§ Problem to solve: Answer with a number only: how many lines of the entries below contain the word "strokeStyle"?

§ Records supplied:

#####

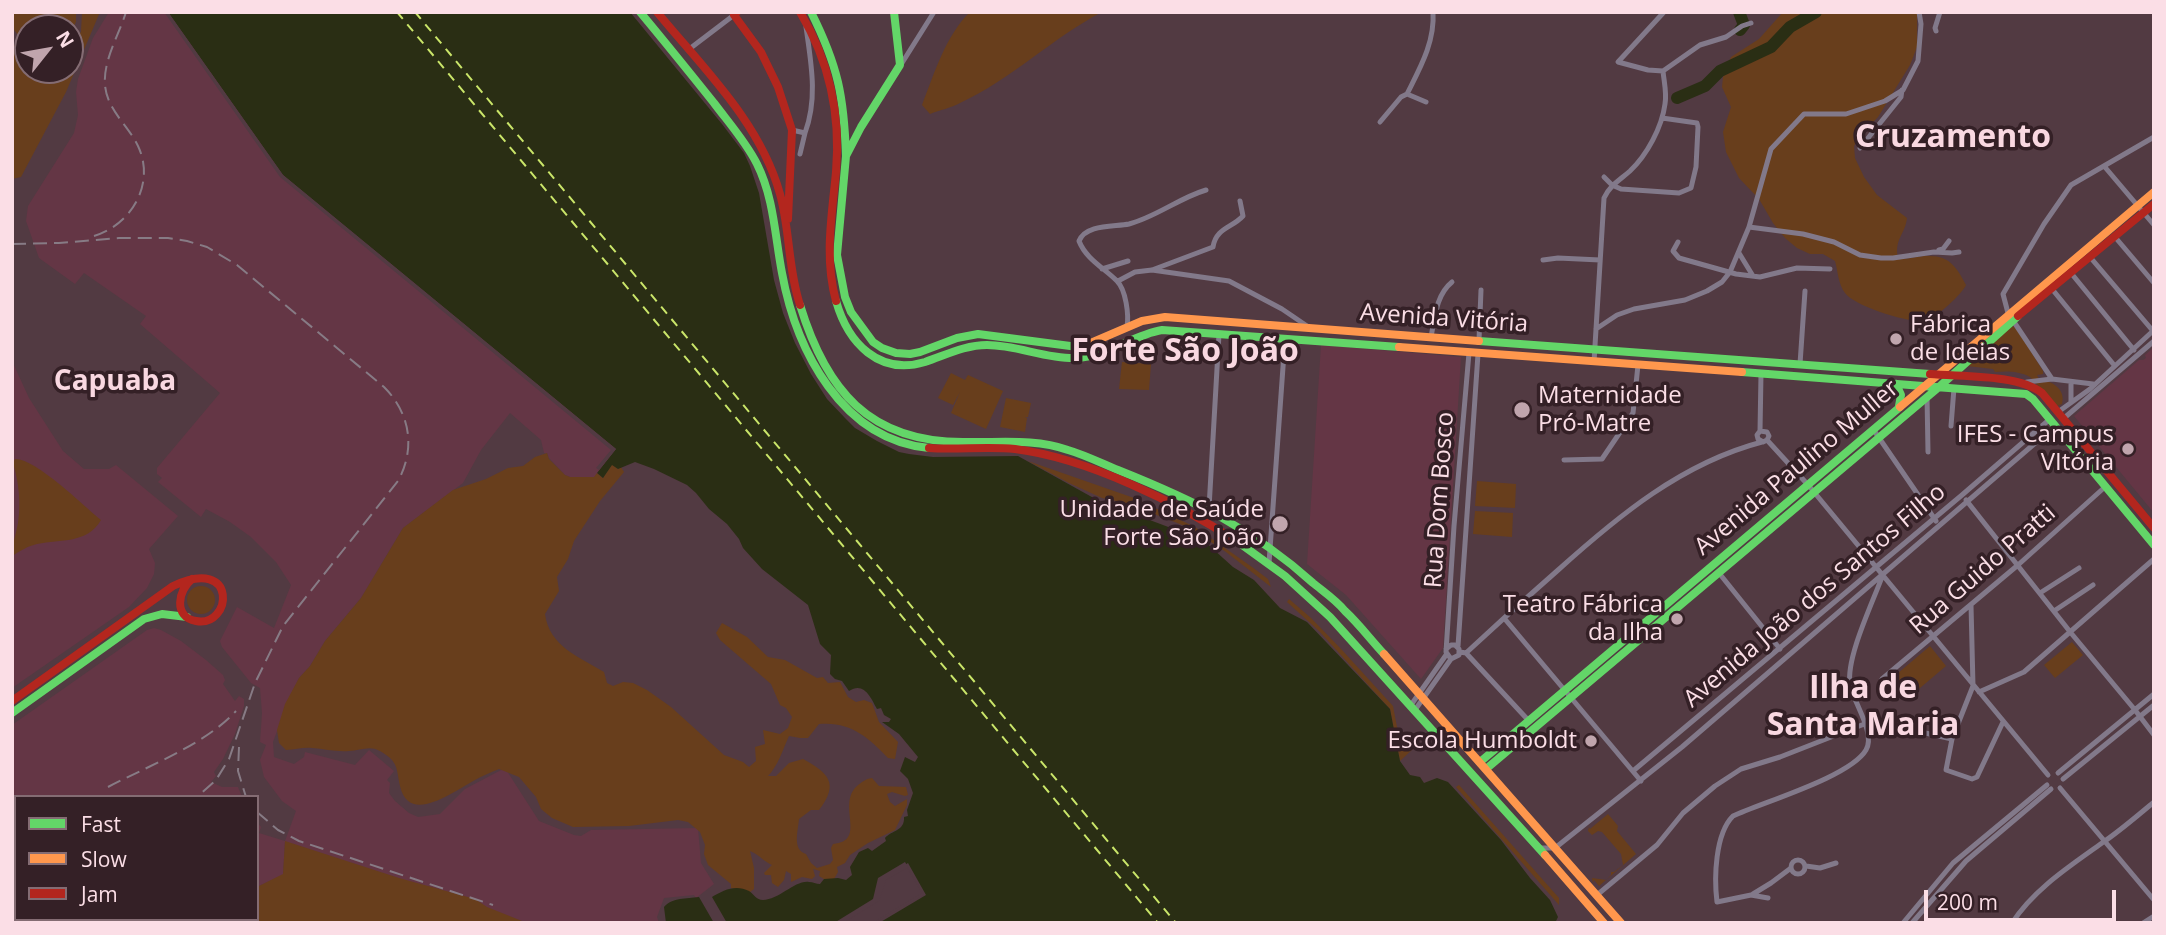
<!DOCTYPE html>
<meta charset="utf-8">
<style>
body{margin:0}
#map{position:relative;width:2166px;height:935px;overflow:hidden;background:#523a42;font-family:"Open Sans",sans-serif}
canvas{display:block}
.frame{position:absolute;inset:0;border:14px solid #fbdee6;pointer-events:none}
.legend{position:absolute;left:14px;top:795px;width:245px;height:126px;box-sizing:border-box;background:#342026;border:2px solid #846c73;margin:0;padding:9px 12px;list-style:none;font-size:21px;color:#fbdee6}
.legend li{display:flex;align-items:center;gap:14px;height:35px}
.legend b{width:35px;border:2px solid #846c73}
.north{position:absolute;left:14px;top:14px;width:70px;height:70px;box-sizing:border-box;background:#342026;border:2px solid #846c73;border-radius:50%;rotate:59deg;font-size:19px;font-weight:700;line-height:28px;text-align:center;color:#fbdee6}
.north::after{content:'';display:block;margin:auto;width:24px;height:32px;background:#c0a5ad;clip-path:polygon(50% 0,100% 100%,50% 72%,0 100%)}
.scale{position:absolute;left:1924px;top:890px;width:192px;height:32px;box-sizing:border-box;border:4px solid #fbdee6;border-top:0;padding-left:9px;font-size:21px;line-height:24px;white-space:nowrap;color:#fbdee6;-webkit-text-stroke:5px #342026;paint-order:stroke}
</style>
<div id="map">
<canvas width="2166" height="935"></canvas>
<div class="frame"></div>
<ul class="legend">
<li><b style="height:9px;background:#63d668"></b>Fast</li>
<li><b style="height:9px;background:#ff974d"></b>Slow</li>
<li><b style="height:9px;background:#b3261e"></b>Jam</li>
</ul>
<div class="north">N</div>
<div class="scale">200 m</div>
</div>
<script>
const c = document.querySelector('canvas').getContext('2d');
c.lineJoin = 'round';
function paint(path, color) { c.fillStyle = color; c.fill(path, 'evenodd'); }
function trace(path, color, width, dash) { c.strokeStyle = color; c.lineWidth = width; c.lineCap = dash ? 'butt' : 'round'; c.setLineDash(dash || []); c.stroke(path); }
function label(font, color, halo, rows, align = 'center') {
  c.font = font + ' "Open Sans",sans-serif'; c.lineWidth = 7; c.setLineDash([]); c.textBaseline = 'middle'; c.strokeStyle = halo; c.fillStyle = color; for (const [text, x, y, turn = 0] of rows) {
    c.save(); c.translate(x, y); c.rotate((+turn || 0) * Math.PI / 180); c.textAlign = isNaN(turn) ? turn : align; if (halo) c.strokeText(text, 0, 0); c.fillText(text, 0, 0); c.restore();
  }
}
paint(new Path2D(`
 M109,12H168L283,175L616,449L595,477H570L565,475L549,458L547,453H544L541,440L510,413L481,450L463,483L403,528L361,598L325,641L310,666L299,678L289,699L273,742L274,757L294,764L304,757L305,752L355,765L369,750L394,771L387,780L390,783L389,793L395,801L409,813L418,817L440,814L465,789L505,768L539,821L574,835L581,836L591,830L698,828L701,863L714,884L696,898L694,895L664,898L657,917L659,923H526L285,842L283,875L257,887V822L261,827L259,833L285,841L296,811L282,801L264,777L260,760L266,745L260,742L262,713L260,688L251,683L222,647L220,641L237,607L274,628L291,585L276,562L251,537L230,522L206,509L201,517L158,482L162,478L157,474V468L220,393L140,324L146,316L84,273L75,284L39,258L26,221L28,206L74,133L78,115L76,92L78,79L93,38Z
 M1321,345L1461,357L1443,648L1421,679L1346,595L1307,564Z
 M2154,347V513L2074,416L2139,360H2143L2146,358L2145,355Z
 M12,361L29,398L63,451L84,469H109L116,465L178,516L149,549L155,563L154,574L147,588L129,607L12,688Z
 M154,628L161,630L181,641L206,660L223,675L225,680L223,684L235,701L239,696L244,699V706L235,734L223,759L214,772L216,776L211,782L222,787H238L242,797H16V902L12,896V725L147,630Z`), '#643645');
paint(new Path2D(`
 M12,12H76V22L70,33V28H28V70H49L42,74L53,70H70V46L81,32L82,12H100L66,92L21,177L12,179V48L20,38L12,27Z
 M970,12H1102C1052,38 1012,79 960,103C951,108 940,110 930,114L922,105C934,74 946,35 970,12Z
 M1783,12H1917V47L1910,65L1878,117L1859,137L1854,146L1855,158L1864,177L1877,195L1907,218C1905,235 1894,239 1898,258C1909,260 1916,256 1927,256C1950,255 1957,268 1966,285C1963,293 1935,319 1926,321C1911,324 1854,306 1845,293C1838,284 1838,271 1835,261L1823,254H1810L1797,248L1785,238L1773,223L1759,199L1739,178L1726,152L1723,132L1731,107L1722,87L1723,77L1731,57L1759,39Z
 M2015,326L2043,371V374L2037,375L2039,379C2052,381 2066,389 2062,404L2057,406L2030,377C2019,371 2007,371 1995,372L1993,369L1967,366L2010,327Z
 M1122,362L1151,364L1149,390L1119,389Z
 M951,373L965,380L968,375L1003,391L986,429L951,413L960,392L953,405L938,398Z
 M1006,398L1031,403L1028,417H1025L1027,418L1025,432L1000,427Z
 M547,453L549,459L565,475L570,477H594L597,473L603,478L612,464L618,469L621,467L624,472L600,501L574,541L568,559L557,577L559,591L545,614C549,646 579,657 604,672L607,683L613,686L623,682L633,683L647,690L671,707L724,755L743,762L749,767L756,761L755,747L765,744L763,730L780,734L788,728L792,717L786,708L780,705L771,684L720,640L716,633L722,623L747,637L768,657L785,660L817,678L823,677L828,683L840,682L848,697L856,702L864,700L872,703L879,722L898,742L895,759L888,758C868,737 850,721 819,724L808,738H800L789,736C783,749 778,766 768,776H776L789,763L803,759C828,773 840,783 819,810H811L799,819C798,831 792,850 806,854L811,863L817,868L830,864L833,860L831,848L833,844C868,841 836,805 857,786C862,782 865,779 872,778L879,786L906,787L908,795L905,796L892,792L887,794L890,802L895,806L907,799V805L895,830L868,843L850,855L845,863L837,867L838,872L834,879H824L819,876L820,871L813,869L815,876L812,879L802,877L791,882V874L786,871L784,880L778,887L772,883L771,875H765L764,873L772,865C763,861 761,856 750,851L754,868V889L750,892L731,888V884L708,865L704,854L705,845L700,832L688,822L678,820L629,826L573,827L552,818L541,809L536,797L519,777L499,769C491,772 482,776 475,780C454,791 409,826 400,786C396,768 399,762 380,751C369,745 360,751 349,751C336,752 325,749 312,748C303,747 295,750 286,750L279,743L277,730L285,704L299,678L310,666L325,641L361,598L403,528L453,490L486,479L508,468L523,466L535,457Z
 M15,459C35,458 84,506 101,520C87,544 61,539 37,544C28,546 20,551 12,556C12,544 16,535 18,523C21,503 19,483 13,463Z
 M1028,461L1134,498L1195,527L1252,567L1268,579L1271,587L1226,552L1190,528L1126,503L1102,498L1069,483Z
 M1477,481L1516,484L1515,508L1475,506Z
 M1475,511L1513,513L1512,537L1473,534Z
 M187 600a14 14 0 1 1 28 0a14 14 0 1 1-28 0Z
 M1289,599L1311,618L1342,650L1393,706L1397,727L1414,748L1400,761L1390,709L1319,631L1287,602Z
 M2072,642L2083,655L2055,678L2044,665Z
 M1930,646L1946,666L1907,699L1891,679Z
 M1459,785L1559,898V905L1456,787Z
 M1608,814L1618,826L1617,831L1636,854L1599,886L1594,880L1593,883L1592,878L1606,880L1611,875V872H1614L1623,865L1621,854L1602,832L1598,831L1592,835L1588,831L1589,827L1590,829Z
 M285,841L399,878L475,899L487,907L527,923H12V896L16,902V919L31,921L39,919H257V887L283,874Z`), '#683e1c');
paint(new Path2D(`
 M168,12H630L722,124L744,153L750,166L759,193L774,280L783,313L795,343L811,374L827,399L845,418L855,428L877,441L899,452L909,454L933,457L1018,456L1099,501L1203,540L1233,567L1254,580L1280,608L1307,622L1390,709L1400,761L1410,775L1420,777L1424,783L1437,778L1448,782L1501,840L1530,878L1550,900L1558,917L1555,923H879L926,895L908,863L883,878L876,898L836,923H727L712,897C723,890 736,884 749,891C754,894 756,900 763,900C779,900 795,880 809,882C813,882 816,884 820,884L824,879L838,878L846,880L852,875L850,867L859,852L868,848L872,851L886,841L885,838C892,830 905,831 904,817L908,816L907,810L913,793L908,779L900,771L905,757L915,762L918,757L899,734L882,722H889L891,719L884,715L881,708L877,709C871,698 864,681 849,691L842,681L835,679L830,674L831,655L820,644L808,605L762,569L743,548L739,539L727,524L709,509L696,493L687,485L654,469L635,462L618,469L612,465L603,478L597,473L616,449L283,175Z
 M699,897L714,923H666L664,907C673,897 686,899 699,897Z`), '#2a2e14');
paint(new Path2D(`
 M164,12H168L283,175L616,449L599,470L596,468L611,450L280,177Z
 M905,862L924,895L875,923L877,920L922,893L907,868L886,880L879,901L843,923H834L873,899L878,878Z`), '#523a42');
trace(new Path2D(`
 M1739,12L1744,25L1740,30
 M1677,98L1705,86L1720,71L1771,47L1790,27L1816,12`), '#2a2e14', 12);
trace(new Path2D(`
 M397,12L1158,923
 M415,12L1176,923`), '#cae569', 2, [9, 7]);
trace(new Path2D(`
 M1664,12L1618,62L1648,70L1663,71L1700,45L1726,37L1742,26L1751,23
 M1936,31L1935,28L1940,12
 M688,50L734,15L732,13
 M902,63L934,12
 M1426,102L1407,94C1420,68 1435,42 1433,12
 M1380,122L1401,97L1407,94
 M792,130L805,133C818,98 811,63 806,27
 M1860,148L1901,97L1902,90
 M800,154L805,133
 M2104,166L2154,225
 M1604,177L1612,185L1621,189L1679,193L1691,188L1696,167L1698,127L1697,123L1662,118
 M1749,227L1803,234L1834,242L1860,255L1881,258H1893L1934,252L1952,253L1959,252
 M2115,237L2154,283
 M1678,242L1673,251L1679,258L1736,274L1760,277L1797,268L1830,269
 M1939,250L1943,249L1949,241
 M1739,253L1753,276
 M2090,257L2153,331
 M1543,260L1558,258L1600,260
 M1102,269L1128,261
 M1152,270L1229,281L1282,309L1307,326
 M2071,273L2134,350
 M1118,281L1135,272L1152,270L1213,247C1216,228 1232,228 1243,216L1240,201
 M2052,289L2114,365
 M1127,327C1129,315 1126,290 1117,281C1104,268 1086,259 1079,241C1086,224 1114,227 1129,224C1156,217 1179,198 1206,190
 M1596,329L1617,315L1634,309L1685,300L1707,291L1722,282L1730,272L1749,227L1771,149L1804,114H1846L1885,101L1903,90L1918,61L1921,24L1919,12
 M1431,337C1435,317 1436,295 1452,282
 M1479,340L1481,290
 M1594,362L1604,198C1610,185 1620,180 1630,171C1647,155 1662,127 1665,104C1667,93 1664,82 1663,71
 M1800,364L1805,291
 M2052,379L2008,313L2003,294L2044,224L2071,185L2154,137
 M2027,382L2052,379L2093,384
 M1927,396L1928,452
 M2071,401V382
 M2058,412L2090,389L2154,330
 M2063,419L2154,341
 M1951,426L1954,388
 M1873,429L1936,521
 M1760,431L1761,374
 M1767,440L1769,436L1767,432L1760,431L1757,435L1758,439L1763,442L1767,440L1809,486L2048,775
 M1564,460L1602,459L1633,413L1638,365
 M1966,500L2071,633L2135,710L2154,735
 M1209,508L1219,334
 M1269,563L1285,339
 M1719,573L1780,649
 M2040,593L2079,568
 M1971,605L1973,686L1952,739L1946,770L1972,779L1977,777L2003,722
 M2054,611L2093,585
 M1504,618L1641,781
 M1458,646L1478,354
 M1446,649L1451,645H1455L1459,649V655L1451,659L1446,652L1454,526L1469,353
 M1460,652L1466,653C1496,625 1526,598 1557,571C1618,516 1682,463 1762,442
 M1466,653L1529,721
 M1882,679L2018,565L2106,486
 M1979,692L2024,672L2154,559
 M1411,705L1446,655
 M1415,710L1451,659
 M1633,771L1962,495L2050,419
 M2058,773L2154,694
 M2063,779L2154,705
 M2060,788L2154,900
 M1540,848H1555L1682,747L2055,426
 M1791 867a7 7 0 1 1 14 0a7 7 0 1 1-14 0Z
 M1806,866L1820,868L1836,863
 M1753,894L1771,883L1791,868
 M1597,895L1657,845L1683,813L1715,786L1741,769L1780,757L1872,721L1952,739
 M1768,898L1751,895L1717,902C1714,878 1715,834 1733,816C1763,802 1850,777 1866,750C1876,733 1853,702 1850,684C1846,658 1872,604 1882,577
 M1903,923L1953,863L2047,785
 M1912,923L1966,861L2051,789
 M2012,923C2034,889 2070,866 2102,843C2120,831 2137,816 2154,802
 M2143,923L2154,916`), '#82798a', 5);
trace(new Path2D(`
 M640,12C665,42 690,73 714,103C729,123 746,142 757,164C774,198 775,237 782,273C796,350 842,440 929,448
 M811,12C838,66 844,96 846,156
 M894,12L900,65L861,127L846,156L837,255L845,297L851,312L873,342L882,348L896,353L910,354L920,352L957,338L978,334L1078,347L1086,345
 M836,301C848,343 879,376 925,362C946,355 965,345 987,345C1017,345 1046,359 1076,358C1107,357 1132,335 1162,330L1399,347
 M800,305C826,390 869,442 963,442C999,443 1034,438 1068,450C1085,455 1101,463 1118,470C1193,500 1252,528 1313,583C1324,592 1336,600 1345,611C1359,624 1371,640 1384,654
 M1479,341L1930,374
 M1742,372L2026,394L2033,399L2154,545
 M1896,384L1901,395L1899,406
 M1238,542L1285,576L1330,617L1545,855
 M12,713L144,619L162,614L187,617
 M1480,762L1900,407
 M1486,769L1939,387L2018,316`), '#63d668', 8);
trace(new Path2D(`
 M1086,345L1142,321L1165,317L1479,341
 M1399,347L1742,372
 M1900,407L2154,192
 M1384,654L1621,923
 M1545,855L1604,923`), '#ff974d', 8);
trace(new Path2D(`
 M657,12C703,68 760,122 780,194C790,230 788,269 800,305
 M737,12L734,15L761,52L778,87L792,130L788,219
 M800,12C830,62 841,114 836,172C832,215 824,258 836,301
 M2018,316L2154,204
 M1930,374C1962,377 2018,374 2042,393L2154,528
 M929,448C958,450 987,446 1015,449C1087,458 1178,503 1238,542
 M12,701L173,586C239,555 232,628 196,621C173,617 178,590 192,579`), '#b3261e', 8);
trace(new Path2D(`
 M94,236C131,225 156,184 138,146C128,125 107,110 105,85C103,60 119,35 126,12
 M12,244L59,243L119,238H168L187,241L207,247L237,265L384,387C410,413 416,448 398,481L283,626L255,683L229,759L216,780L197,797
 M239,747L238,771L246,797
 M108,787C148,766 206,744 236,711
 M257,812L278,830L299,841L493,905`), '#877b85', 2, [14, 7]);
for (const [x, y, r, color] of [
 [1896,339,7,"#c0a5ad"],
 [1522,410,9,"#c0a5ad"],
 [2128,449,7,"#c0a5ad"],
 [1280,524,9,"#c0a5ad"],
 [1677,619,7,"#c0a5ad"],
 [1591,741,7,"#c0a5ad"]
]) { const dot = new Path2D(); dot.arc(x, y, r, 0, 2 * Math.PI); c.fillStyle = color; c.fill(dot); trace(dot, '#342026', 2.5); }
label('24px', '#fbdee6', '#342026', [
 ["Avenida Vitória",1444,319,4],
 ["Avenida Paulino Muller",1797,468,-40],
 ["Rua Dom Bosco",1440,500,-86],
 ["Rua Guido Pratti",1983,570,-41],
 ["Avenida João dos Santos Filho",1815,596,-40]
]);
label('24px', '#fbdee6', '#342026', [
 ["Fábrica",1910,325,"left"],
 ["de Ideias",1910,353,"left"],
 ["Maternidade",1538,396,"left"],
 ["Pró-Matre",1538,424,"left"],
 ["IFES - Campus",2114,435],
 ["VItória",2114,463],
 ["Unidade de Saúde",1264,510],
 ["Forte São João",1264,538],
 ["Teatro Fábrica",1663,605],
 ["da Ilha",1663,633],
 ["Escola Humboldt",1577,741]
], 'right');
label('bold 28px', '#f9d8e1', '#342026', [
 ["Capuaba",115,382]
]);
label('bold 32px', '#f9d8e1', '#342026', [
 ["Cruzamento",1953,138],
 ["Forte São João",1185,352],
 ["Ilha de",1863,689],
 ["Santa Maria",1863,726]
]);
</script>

#####

§ Result: 2